Don't Blame the Dollar for Oil Prices: Paulson
A weaker dollar cannot be blamed for soaring oil prices as policymakers around the world tussle with the twin spectres of rising inflation and slowing growth, U.S. Treasury Secretary Henry Paulson said on Thursday.
Some of the world's leading oil producers and market analysts say the weak dollar is a key factor spurring many dollar-denominated commodities -- including oil -- to record highs, pushing the cost of living higher across the world.
It is rare for the United States government to say anything about the greenback beyond its mantra that it believes in a strong dollar, but developed nations are ramping up the rhetoric in an effort to get oil producers to increase supply and help tame inflation.

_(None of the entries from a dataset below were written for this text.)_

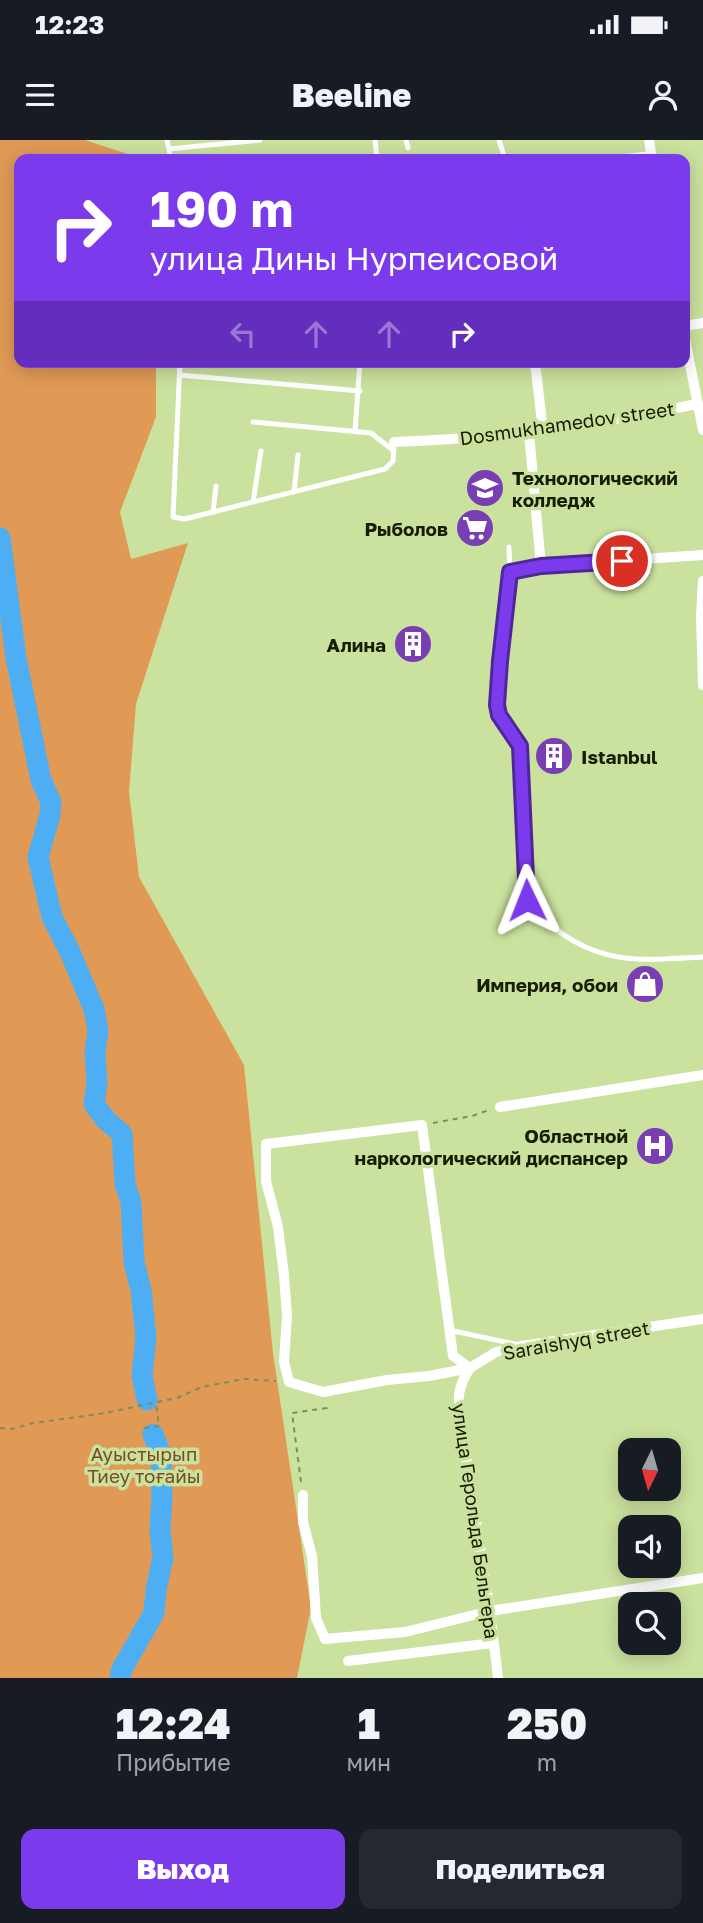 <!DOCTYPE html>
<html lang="ru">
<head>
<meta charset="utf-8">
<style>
	body { margin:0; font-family:"Golos Text",sans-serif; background:#242831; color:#f1f3f6; height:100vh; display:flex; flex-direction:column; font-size:26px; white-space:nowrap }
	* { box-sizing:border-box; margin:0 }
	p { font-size:23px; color:#9ea1a6 }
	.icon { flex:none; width:38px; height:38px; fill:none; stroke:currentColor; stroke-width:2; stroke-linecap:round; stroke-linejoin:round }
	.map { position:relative; height:1538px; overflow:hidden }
	.sheet { display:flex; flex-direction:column; background:#171b24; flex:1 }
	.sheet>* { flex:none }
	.hud { position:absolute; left:14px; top:14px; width:676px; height:214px; border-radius:14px; box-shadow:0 4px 18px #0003; background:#7c3aed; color:#fff; overflow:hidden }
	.needle { width:46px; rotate:185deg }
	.fabs { position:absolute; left:618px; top:1298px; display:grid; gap:14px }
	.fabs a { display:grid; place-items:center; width:63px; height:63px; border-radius:14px; background:#171b24; box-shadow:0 4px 18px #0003; font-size:35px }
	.pin { position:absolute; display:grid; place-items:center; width:60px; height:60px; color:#fff; margin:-30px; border:4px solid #fff; border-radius:50%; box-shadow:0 2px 7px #0007 }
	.me { position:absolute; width:77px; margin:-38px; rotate:358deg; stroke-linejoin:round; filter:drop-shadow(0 0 5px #0008) }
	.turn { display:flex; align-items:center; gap:24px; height:147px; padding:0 21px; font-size:32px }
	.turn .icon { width:91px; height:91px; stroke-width:2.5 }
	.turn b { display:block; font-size:49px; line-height:60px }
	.lanes { display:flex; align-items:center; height:66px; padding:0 21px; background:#0003; justify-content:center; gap:35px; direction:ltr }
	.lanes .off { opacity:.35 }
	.eta { display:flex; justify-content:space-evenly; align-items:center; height:119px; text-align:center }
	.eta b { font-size:42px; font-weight:800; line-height:49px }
	.button { display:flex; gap:14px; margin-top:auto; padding:14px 21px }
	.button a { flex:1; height:80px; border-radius:14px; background:#7c3aed; color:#fff; font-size:28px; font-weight:800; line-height:80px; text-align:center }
	.button a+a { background:#242831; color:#f1f3f6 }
	.status { display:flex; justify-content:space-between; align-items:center; height:49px; padding:0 35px; background:#171b24; direction:ltr }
	.status svg { height:19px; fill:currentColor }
	header { display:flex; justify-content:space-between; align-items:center; height:91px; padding:0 21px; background:#171b24; font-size:32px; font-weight:800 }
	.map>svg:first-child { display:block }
	.green { fill:#e09a56 }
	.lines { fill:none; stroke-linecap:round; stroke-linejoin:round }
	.river { stroke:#4eaef3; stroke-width:21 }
	.path { stroke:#7d8d5b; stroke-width:2; stroke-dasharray:5 5; stroke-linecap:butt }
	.service { stroke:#fff; stroke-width:5 }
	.minor { stroke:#fff; stroke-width:10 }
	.route-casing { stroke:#51269a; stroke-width:18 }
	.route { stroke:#7c3aed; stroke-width:12 }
	.labels { text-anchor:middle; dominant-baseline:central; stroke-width:7; stroke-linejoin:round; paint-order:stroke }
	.street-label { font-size:19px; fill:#171e04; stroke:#cbe29e }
	.poi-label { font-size:19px; font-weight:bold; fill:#171e04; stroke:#cbe29e; text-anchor:end }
	.park-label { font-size:19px; fill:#774d24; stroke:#cbe29e }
</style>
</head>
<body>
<div class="status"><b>12:23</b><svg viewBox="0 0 49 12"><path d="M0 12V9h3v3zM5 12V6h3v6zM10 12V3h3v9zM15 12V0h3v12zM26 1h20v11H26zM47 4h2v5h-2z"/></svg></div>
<header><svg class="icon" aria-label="menu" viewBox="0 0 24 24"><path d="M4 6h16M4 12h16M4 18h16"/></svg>Beeline<svg class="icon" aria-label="person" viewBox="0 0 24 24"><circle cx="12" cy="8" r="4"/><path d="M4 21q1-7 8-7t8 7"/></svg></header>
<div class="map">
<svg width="703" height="1538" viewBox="0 0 703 1538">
	<rect width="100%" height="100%" fill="#cbe29e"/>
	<path class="green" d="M 0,0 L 85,0 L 143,19 L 19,19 L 19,222 L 156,222 L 156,277 L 120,372 L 131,419 L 188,403 L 136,564 L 129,651 L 139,737 L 244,925 L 273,1213 L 311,1468 L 297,1538 L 0,1538 Z"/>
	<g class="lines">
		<g class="river">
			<path d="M 0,398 L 16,518 L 41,640 L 51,662 L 50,675 L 38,717 L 52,777 L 70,812 L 94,869 L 98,890 L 95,913 L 97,942 L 94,964 L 105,979 L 122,994 L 125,1044 L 131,1062 L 134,1122 L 141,1150 L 146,1198 L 142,1235 L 147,1260"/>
			<path d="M 120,1538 L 122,1529 L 154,1473 L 156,1450 L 163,1417 L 160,1391 L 162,1356 L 161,1315 L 153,1294"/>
		</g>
		<g class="path">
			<path d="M 433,983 L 472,976 L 489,970"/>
			<path d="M 0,1288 L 12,1289 L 33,1283 L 100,1274 L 177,1258 L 202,1247 L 243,1239 L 276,1241"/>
			<path d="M 144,1288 L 159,1286 L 156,1264"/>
			<path d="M 301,1342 L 292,1273 L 327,1268 L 326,1264"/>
		</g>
		<g class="service">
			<path d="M 167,0 L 171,19"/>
			<path d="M 375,0 L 377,19"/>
			<path d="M 406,0 L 408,8"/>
			<path d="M 499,0 L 505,19"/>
			<path d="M 169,9 L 260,0"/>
			<path d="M 180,222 L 173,377 L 185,379 L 385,329 L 393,321 L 394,302"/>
			<path d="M 180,235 L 360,251"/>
			<path d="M 253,282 L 371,293 L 394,311"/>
			<path d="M 355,291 L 360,222"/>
			<path d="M 294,352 L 298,315"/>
			<path d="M 253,362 L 261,311"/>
			<path d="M 213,372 L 216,346"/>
			<path d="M 509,407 L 510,432 L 500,521 L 497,565 L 499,575 L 520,606 L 527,760 C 534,774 545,781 557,790 C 605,826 646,820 703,817"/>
			<path d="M 510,432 L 541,426"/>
			<path d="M 449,1190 L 515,1204"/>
		</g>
		<g class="minor">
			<path d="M 649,0 L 652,19"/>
			<path d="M 625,19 L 652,16"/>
			<path d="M 684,186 L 703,183"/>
			<path d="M 684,194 L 703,290"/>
			<path d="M 535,222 L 543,291"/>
			<path d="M 529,293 L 541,426 L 703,415"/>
			<path d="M 394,302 C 498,299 596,284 697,264"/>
			<path d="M 703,441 L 701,475 L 703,545"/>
			<path d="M 500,967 L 703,935"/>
			<path d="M 470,1228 L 453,1216 L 422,985 L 266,1004 L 266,1041 L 278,1087 L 284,1135 L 287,1176 L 284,1222 L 289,1242 L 323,1252 L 387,1240 L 429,1236 L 470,1228 L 496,1212 L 521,1206 L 703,1179"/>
			<path d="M 470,1228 C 457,1248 458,1257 460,1279 L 490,1471 L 498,1538"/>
			<path d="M 303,1355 L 303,1382 L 312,1416 L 316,1478 L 325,1499 L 405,1492 L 490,1471 L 703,1438"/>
			<path d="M 348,1521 L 493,1503"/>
		</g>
	</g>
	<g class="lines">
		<defs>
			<path id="route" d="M 527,760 L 520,606 L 499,575 L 497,565 L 500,521 L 510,432 L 541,426 L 622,421"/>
		</defs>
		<use href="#route" class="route-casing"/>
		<use href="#route" class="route"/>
	</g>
	<defs>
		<symbol id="university-disc" viewBox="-11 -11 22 22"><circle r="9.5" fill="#793eb4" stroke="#cbe29e"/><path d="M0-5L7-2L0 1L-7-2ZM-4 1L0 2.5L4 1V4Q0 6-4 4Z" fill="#fff"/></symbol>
		<symbol id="supermarket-disc" viewBox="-11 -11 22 22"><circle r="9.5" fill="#793eb4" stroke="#cbe29e"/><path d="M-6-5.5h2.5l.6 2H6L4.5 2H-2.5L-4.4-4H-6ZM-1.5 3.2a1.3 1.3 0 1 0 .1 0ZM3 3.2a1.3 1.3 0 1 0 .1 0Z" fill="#fff"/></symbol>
		<symbol id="building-disc" viewBox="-11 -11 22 22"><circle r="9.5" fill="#793eb4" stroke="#cbe29e"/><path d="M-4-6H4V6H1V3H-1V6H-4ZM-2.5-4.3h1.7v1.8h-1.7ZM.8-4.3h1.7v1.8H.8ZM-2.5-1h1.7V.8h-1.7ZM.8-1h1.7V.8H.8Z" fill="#fff"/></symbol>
		<symbol id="shop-disc" viewBox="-11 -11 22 22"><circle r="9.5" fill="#793eb4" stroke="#cbe29e"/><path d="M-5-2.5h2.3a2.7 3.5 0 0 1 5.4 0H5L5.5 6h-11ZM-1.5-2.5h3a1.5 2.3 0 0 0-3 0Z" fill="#fff"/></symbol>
		<symbol id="hospital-disc" viewBox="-11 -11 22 22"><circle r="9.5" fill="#793eb4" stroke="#cbe29e"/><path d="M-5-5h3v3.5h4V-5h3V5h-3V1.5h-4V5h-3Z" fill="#fff"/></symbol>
	</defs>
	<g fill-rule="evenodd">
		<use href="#university-disc" x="463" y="326" width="44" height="44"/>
		<use href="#supermarket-disc" x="453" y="366" width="44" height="44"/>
		<use href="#building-disc" x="391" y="482" width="44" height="44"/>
		<use href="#building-disc" x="532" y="594" width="44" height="44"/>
		<use href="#shop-disc" x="623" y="822" width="44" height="44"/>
		<use href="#hospital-disc" x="633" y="984" width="44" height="44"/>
	</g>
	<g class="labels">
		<g class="street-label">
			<text transform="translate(567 283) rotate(-8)">Dosmukhamedov street</text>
			<text transform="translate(576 1200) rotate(-10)">Saraishyq street</text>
			<text transform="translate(476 1381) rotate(82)">улица Герольда Бельгера</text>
		</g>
		<g class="poi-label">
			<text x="512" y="337" text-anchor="start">Технологический<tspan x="512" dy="22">колледж</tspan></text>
			<text x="448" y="388">Рыболов</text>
			<text x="386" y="504">Алина</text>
			<text x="581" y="616" text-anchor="start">Istanbul</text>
			<text x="618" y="844">Империя, обои</text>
			<text x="628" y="995">Областной<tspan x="628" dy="22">наркологический диспансер</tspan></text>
		</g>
		<g class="park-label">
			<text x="144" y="1313">Ауыстырып<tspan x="144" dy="22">Тиеу тоғайы</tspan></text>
		</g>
	</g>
</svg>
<div class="fabs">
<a><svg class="needle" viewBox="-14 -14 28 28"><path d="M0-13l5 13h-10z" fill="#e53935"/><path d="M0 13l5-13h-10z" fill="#9ea1a6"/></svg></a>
<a><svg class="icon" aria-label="sound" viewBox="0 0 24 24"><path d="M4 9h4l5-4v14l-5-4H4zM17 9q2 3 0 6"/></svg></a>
<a><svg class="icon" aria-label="search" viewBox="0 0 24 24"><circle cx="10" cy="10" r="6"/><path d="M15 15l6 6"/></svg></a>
</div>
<div class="pin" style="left:622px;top:421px;background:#d93025"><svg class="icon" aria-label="arrive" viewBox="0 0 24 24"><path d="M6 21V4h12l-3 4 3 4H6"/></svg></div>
<svg class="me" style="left:527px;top:760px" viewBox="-20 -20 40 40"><path d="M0-17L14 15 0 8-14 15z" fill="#7c3aed" stroke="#fff" stroke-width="4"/></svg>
<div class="hud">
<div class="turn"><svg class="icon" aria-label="right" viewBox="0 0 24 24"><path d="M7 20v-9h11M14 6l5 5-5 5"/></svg><div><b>190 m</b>улица Дины Нурпеисовой</div></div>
<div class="lanes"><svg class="icon off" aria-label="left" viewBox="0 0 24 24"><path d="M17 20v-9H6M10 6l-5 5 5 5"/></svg><svg class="icon off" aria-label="ahead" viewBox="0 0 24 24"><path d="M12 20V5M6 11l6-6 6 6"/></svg><svg class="icon off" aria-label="ahead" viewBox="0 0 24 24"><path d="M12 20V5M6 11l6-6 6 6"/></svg><svg class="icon" aria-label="right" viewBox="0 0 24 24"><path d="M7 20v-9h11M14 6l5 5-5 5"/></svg></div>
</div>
</div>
<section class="sheet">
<div class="eta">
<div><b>12:24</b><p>Прибытие</p></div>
<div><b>1</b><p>мин</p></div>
<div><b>250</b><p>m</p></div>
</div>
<div class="button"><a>Выход</a><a>Поделиться</a></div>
</section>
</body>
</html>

"The dollar has had a very small impact," Paulson told reporters in London, after a meeting with top British bankers and British finance minister Alistair Darling. "Take a look, the dollar has depreciated roughly 24, a little bit less than 25 percent, since February 2002. Oil has gone up well over 500 percent. It's gone up in every currency."
The dollar is currently languishing near record lows against the euro after a run of aggressive interest rate cuts from the U.S. Federal Reserve and worries over U.S. economic growth. Oil prices hit a fresh record high above $145 a barrel on Thursday. Prices have doubled in the past year.
Inflation has now taken top billing in most central bankers' deliberations, with markets expecting higher borrowing costs despite sharply slowing growth in Europe and the United States.
Central bankers in Europe have said one factor also helping to boost commodity prices skywards is the policy of fast-developing economies in the Asia and the Middle East of pegging their currencies to the dollar.
Those pegs have triggered a more expansionary monetary policy than might be necessary -- as falling interest rates in the United States have been mirrored to track a weaker dollar -- helping to spur growth and consequently demand for commodities. Paulson said, however, that market fundamentals were to blame.
"I believe that although there may be a number of factors with regard to oil, the predominant factor by far is supply and demand, is the fact that global production and capacity hasn't increased appreciably over the last 10 years and the demand has continued to grow and inventories are at low levels," he said.
"Only if you acknowledge the issue are we going to be able to deal effectively with finding a solution."